Supreme Court rules DOMA Unconstitutional

Yesterday, shortly after 10 a.m., the United States Supreme Court announced its decision that Section 3 of the Defense of Marriage Act, the 1996 law that prevented federal recognition of same-sex married couples, is unconstitutional. The Court also dismissed California’s Prop 8 appeal, opening the door for marriage equality to resume in California but allowing other states’ discriminatory amendments to stand.

Though it is an incomplete victory, the ruling is still a landmark moment for civil rights. “As advocates for marriage equality, social justice, and freedom from religious ideology, we welcome this Supreme Court decision,” said Secular Woman president Kim Rippere. “The attempt by politicians to legislate marriage is religious influence at the most basic level.

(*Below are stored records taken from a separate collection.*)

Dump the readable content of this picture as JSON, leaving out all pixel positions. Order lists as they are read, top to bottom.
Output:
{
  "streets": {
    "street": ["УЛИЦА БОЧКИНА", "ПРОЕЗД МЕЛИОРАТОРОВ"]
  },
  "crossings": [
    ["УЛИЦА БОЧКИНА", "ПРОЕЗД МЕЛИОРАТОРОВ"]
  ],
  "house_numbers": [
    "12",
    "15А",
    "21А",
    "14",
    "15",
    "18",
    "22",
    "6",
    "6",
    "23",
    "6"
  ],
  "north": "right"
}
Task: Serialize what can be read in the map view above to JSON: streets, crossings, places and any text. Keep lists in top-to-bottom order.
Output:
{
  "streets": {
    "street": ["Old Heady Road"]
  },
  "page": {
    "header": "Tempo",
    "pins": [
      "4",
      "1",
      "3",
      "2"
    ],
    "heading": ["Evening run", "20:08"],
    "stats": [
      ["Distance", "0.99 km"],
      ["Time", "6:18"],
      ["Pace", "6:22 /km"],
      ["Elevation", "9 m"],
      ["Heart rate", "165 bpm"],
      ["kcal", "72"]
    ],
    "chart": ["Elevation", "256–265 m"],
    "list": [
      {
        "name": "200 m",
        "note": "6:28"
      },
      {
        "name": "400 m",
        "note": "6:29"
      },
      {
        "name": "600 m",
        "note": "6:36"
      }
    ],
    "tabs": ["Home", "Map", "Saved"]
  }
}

It is pressuring citizens to conform with a passé definition of marriage based on religious traditions.”

Secular Woman, which signed amicus briefs urging the Court to overturn DOMA, applauds the downfall of the discriminatory law that denied same-sex couples thousands of rights enjoyed by heterosexual couples. 83-year-old Edie Windsor of New York, the plaintiff in the case, was forced to pay more than $360,000 in estate taxes because the federal government did not recognize her marriage to her wife, Thea Spyer––even though same-sex marriage is legal and recognized in New York.

“By seeking to injure the very class New York seeks to protect, DOMA violates basic due process and equal protection principles applicable to the Federal Government,” the Court’s decision on the case attests. “DOMA’s history of enactment and its own text demonstrate that interference with the equal dignity of same-sex marriages, conferred by the States in the exercise of their sovereign power, was more than an incidental effect of the federal statute. It was its essence.”

The Court stated that “no legitimate purpose” for DOMA “overcomes the purpose and effect to disparage and to injure those whom the State, by its marriage laws, sought to protect in personhood and dignity. By seeking to displace this protection and treating those persons as living in marriages less respected than others, the federal statute is in violation of the Fifth Amendment.”

Support for LGBTQ equality is consistent with Secular Woman’s core values embracing human-centered ethics informed by reason and science; rejecting dogma, superstition, pseudoscience, and religious authority as sources of morality and truth; and holding that all human beings are entitled to freedom from others' religious ideologies in living their lives, engaging with service providers, and interacting with government. Secular Woman explicitly affirms that each person has the right to seek happiness through consensual relationships that enhance their lives. We support full marriage equality nationwide and are thrilled to see DOMA overturned.